-------- Recorded information --------
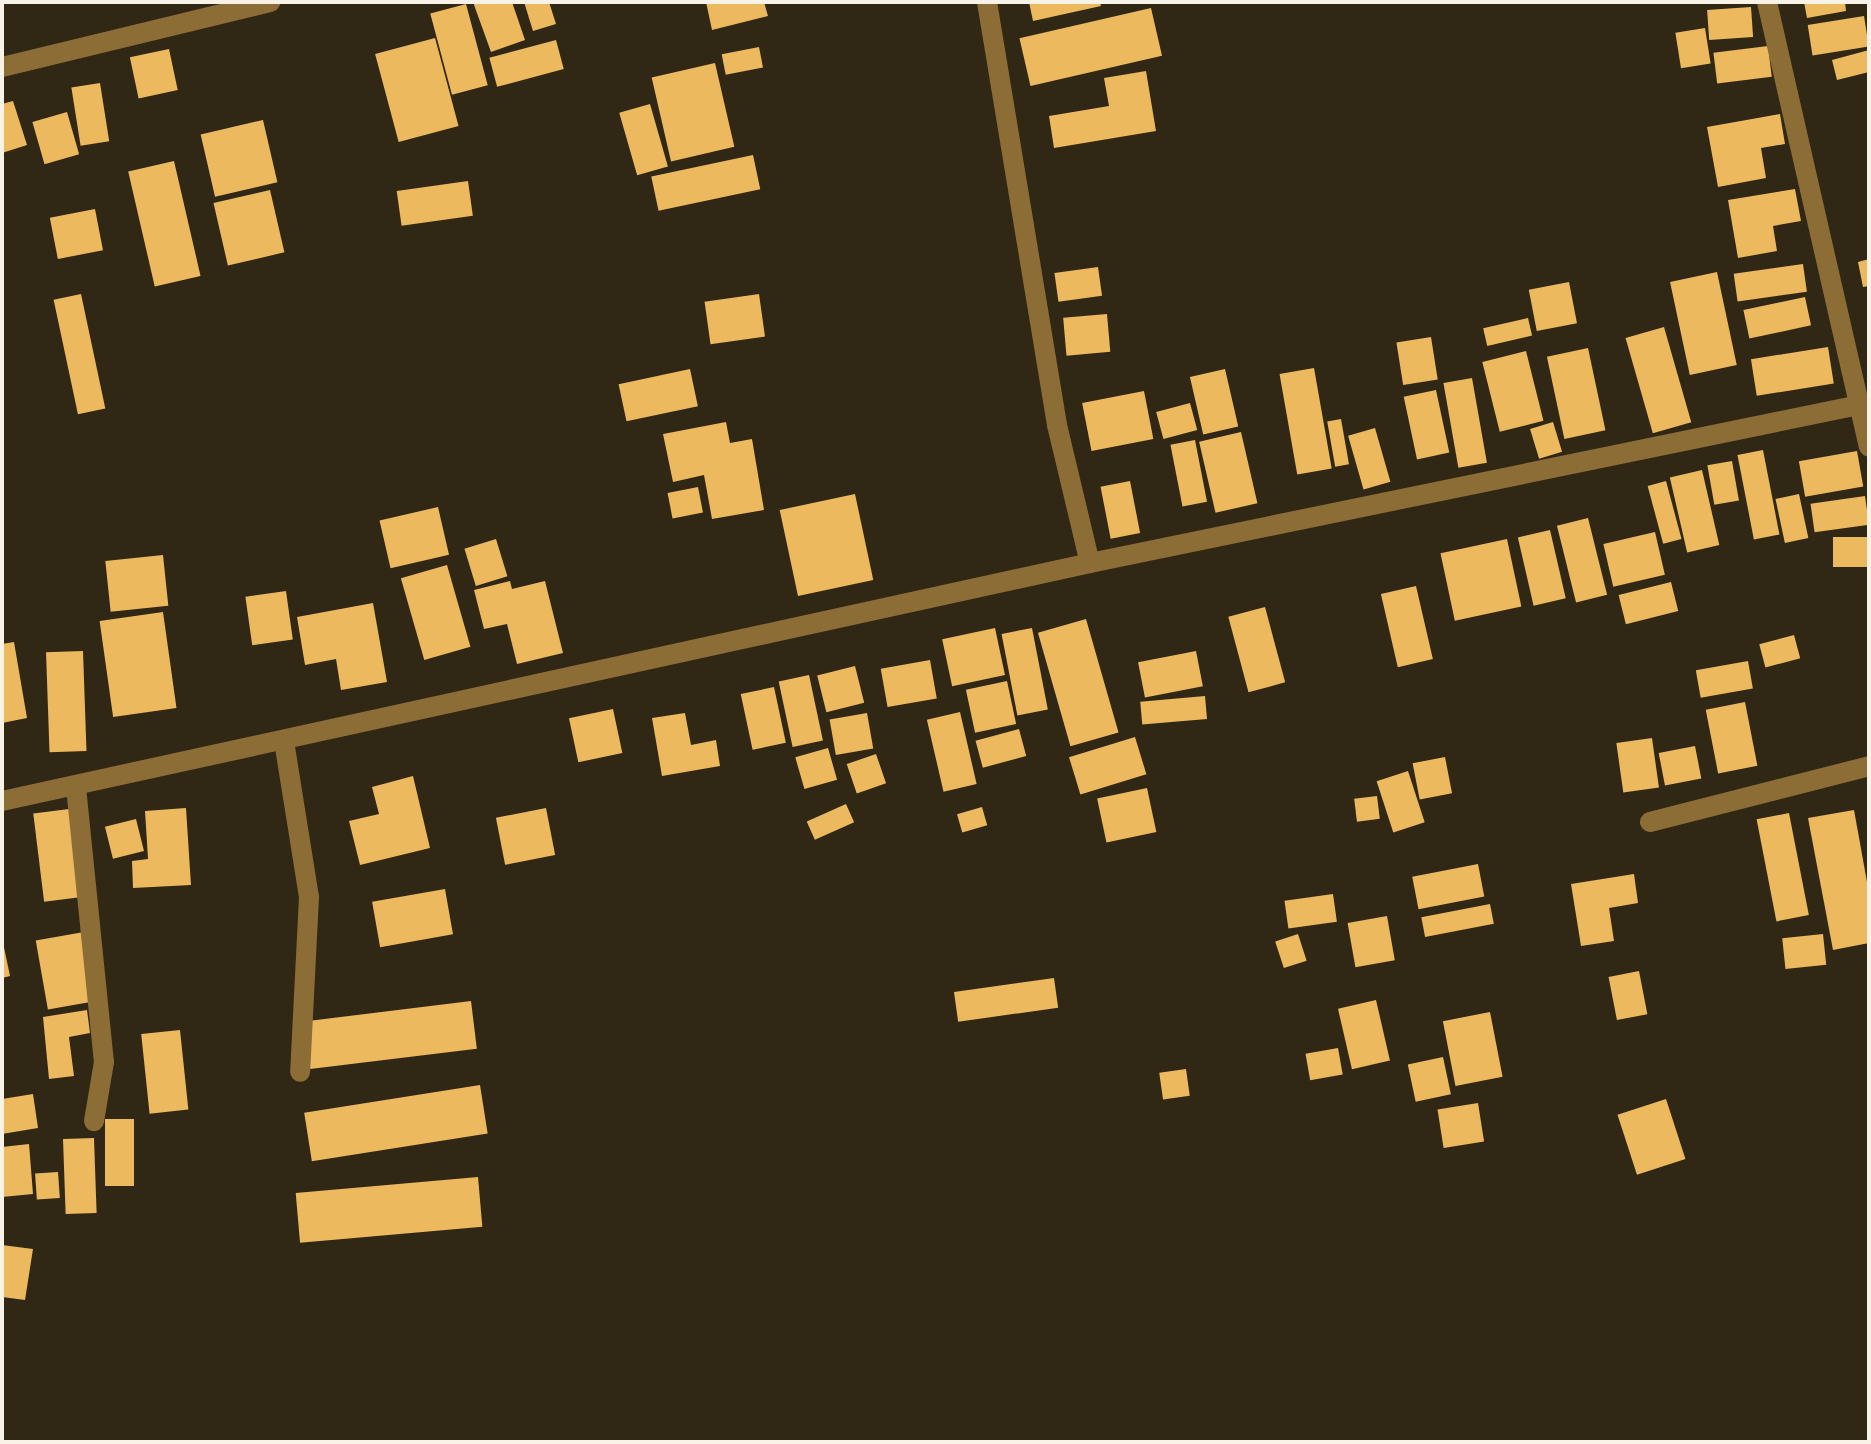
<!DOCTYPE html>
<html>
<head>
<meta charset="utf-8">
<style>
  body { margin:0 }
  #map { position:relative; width:1871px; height:1444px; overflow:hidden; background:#312715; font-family:"Noto Sans",sans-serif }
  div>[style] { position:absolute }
  .building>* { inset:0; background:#ecb95f; transform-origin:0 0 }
  .minor>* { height:20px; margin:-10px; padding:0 10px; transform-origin:10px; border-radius:10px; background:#8c6d36 }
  span { translate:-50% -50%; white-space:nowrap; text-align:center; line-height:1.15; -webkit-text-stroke:8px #271d0b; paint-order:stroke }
  .frame { position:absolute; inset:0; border:4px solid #f9f2e7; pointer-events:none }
</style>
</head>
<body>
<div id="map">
  <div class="building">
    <div style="clip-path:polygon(473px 2px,512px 2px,525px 40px,491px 52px)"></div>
    <div style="clip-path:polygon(524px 2px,549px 2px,556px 24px,533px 31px)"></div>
    <div style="clip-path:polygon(706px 2px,764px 2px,768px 16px,712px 30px)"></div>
    <div style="clip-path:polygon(1029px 2px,1100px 2px,1101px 6px,1033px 21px)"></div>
    <div style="clip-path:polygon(1804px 2px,1845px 2px,1846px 11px,1807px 18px)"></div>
    <div style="left:466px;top:4px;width:84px;height:37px;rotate:75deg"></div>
    <div style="left:1751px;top:7px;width:30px;height:44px;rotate:86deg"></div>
    <div style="left:1151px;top:8px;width:49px;height:135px;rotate:77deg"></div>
    <div style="left:1864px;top:16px;width:31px;height:57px;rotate:81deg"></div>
    <div style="left:1705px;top:28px;width:36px;height:30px;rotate:81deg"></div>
    <div style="left:435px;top:38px;width:91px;height:62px;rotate:75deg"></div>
    <div style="left:556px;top:40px;width:30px;height:69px;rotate:75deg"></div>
    <div style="left:1768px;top:46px;width:31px;height:55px;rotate:83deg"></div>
    <div style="left:759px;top:47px;width:21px;height:38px;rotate:79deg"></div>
    <div style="left:169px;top:49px;width:42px;height:40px;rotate:78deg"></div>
    <div style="clip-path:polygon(1869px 50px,1869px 72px,1837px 80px,1832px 60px)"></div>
    <div style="left:715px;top:63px;width:86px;height:65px;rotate:77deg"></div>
    <div style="clip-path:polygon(1146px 71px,1156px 131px,1054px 148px,1049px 116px,1109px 106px,1104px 78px)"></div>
    <div style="left:100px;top:83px;width:59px;height:29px;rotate:81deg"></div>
    <div style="clip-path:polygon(13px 101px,27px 145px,2px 153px,2px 104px)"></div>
    <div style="left:650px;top:104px;width:65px;height:32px;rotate:74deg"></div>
    <div style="left:67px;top:112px;width:44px;height:36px;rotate:74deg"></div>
    <div style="clip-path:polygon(1780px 114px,1785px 144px,1761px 148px,1766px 178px,1718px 187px,1707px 127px)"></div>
    <div style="left:263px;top:120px;width:64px;height:64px;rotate:77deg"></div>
    <div style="left:753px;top:155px;width:35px;height:104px;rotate:78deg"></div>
    <div style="left:174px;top:161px;width:118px;height:47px;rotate:77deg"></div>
    <div style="left:468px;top:181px;width:35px;height:72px;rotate:82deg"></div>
    <div style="clip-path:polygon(1795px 189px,1801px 221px,1773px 226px,1777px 251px,1738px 258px,1728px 200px)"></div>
    <div style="left:270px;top:190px;width:64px;height:58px;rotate:77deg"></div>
    <div style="left:95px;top:209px;width:42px;height:46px;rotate:79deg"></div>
    <div style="clip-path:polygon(1869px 259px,1869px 286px,1863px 287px,1858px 262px)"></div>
    <div style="left:1803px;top:264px;width:28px;height:70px;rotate:82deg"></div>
    <div style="left:1098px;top:267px;width:29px;height:44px;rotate:82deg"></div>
    <div style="left:1717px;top:272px;width:95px;height:48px;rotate:78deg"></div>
    <div style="left:1569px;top:282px;width:42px;height:41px;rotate:79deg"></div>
    <div style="left:81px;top:294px;width:117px;height:28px;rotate:78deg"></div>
    <div style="left:759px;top:294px;width:43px;height:55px;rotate:82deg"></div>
    <div style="left:1805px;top:297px;width:29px;height:63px;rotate:78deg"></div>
    <div style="left:1107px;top:314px;width:38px;height:44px;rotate:85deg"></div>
    <div style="left:1528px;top:318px;width:18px;height:46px;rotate:77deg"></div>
    <div style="left:1664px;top:327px;width:99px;height:40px;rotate:74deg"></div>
    <div style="left:1431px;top:337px;width:43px;height:35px;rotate:81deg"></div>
    <div style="left:1828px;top:347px;width:37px;height:78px;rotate:81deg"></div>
    <div style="left:1588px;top:348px;width:84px;height:42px;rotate:78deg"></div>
    <div style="left:1526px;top:351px;width:72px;height:45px;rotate:76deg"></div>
    <div style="left:1314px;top:368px;width:102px;height:35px;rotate:80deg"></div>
    <div style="left:690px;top:369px;width:38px;height:73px;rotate:78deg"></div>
    <div style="left:1225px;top:369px;width:59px;height:36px;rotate:77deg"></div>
    <div style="left:1472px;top:378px;width:86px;height:29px;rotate:80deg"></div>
    <div style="left:1436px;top:390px;width:64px;height:33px;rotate:78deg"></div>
    <div style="left:1144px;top:391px;width:49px;height:63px;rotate:79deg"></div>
    <div style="left:1190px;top:403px;width:28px;height:35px;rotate:75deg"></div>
    <div style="left:1341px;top:419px;width:46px;height:14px;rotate:80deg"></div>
    <div style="clip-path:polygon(726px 422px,730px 443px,752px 439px,764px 510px,712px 519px,704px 475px,673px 482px,663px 434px)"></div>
    <div style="left:1553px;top:422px;width:31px;height:24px;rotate:73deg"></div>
    <div style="left:1375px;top:428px;width:56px;height:28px;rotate:74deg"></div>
    <div style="left:1241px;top:432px;width:73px;height:43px;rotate:77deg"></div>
    <div style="left:1195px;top:440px;width:63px;height:25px;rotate:79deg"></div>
    <div style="left:1763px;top:450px;width:86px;height:26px;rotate:79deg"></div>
    <div style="left:1857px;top:451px;width:36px;height:59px;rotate:80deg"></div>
    <div style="left:1732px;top:461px;width:40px;height:25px;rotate:80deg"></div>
    <div style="left:1702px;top:470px;width:77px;height:33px;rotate:77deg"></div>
    <div style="left:1130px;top:481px;width:53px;height:30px;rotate:79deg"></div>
    <div style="left:1666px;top:481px;width:60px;height:19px;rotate:75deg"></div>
    <div style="left:698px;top:487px;width:26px;height:31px;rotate:79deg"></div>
    <div style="left:855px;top:494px;width:88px;height:77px;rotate:78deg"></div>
    <div style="left:1799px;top:494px;width:45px;height:24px;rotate:78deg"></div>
    <div style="left:1865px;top:496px;width:29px;height:55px;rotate:82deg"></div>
    <div style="left:438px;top:507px;width:49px;height:60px;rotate:77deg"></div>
    <div style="left:1588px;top:518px;width:79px;height:32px;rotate:76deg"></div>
    <div style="left:1550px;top:530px;width:70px;height:33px;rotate:77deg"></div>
    <div style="left:1655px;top:532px;width:44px;height:53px;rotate:77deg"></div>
    <div style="left:1869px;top:537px;width:30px;height:36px;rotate:90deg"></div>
    <div style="left:496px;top:539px;width:39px;height:33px;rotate:73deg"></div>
    <div style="left:1507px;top:539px;width:69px;height:68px;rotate:78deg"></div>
    <div style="left:163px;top:555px;width:51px;height:58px;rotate:84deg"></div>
    <div style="left:447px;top:565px;width:85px;height:48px;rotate:74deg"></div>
    <div style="clip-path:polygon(510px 581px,512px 589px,545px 581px,563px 653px,517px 664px,507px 624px,484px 629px,474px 590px)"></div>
    <div style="left:1671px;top:582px;width:30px;height:54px;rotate:76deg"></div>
    <div style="left:1416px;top:586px;width:75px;height:36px;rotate:77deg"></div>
    <div style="left:286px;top:591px;width:49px;height:41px;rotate:82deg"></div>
    <div style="clip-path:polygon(373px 603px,387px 682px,341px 690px,336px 659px,305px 665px,297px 617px)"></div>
    <div style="left:1265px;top:607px;width:78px;height:38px;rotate:75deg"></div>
    <div style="left:163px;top:612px;width:97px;height:64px;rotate:82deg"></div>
    <div style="left:1086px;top:619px;width:118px;height:50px;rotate:74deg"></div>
    <div style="left:995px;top:628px;width:48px;height:54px;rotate:78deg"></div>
    <div style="left:1032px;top:628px;width:83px;height:31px;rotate:79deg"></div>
    <div style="left:1794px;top:635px;width:24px;height:36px;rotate:75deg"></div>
    <div style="clip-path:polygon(14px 642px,27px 718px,2px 723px,2px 644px)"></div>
    <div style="left:83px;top:651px;width:100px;height:37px;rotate:88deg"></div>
    <div style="left:1196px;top:651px;width:36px;height:59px;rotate:79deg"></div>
    <div style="left:930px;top:660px;width:39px;height:50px;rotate:80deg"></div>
    <div style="left:1748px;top:661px;width:28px;height:53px;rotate:80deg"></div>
    <div style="left:855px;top:666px;width:38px;height:39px;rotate:76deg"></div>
    <div style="left:809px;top:675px;width:67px;height:31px;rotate:78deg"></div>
    <div style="left:1007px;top:681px;width:44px;height:42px;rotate:78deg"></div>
    <div style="left:774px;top:687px;width:57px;height:34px;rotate:78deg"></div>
    <div style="left:1205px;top:696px;width:23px;height:65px;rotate:85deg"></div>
    <div style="left:1745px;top:702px;width:65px;height:40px;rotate:79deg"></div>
    <div style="left:613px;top:709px;width:45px;height:45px;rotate:78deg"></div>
    <div style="left:960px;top:712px;width:74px;height:34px;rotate:77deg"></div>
    <div style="clip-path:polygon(685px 713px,691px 745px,716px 740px,720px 766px,662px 776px,652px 718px)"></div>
    <div style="left:867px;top:713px;width:36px;height:38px;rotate:80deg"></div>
    <div style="left:1019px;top:729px;width:28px;height:45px;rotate:75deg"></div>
    <div style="left:1135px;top:737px;width:39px;height:69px;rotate:73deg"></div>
    <div style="left:1652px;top:738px;width:50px;height:36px;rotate:82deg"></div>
    <div style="left:1695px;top:746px;width:33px;height:37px;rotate:79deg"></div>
    <div style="left:828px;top:748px;width:33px;height:34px;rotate:74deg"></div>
    <div style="left:876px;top:754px;width:31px;height:31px;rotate:71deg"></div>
    <div style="left:1445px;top:757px;width:37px;height:33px;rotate:79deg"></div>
    <div style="left:1408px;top:771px;width:54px;height:33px;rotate:72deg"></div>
    <div style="clip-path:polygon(413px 776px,430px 848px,360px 865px,349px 821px,379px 814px,372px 787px)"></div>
    <div style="left:1147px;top:788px;width:45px;height:51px;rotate:78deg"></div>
    <div style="left:1377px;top:796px;width:23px;height:23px;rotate:83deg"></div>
    <div style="left:846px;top:804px;width:20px;height:43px;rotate:66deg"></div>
    <div style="left:982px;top:807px;width:19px;height:26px;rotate:74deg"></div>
    <div style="clip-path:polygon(186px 808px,191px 885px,133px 888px,132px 861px,148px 859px,145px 811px)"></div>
    <div style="left:546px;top:808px;width:48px;height:51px;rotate:79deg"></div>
    <div style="left:69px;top:809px;width:89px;height:36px;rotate:83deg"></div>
    <div style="clip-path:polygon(1854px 810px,1869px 893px,1869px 943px,1833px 950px,1808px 818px)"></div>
    <div style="left:1789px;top:813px;width:104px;height:33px;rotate:79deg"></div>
    <div style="left:136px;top:819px;width:33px;height:32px;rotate:76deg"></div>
    <div style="left:1478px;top:864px;width:33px;height:67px;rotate:79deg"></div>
    <div style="clip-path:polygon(1634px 874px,1638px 903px,1609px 908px,1614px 941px,1581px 946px,1571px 884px)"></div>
    <div style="left:445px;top:889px;width:46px;height:74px;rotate:80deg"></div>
    <div style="left:1333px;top:894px;width:28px;height:49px;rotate:82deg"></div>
    <div style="left:1490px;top:904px;width:20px;height:70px;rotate:79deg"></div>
    <div style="left:1387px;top:916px;width:45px;height:40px;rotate:80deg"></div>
    <div style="left:84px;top:932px;width:70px;height:49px;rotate:80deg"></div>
    <div style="left:1298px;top:934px;width:28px;height:24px;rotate:72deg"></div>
    <div style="left:1823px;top:934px;width:31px;height:41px;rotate:84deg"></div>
    <div style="clip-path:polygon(2px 938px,10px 976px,2px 978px)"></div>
    <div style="left:1639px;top:971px;width:44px;height:31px;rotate:79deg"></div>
    <div style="left:1054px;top:978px;width:30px;height:101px;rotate:82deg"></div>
    <div style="left:1376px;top:1000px;width:62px;height:39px;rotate:77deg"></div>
    <div style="left:471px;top:1001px;width:48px;height:168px;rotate:83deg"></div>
    <div style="clip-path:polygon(87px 1010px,90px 1033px,69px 1037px,74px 1076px,49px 1079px,43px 1017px)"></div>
    <div style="left:1490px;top:1012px;width:66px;height:48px;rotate:79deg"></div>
    <div style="left:180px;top:1030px;width:80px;height:39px;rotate:84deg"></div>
    <div style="left:1338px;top:1048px;width:27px;height:33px;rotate:80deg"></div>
    <div style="left:1443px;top:1057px;width:38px;height:36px;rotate:78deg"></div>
    <div style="left:1186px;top:1069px;width:27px;height:27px;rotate:82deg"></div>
    <div style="left:480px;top:1085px;width:49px;height:178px;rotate:81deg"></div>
    <div style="clip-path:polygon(33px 1094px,38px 1128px,2px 1134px,2px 1099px)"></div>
    <div style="left:1666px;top:1099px;width:63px;height:51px;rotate:72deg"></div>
    <div style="left:1478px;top:1103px;width:39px;height:41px;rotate:81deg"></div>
    <div style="left:134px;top:1119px;width:67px;height:29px;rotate:90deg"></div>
    <div style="left:94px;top:1138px;width:75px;height:31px;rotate:88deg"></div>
    <div style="clip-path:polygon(29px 1144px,33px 1194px,2px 1197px,2px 1147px)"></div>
    <div style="left:58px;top:1172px;width:26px;height:23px;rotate:86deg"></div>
    <div style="left:478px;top:1177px;width:50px;height:183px;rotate:85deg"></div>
    <div style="clip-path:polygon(2px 1245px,33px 1249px,25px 1300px,2px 1297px)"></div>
  </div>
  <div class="minor">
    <div style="left:987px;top:2px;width:429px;rotate:80.6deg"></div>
    <div style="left:1057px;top:425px;width:142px;rotate:76.6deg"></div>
    <div style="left:1767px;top:2px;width:456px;rotate:77.1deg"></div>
    <div style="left:2px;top:67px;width:276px;rotate:-13.6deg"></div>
    <div style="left:284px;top:741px;width:158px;rotate:80.9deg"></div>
    <div style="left:309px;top:897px;width:175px;rotate:92.9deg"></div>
    <div style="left:76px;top:787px;width:276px;rotate:84.2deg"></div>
    <div style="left:104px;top:1062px;width:60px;rotate:99.6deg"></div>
    <div style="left:2px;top:801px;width:1114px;rotate:-12.34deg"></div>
    <div style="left:1090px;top:563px;width:795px;rotate:-11.61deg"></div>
    <div style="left:1650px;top:822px;width:226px;rotate:-14.3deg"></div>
  </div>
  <div class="frame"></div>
</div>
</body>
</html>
--------
Exercise aim:
Take the lines from the first line of the entries through the line with "position:relative; width:1871px; height:1444px;", inclusive, and give them again exactly, minus any pictures.

Response:
<!DOCTYPE html>
<html>
<head>
<meta charset="utf-8">
<style>
  body { margin:0 }
  #map { position:relative; width:1871px; height:1444px; overflow:hidden; background:#312715; font-family:"Noto Sans",sans-serif }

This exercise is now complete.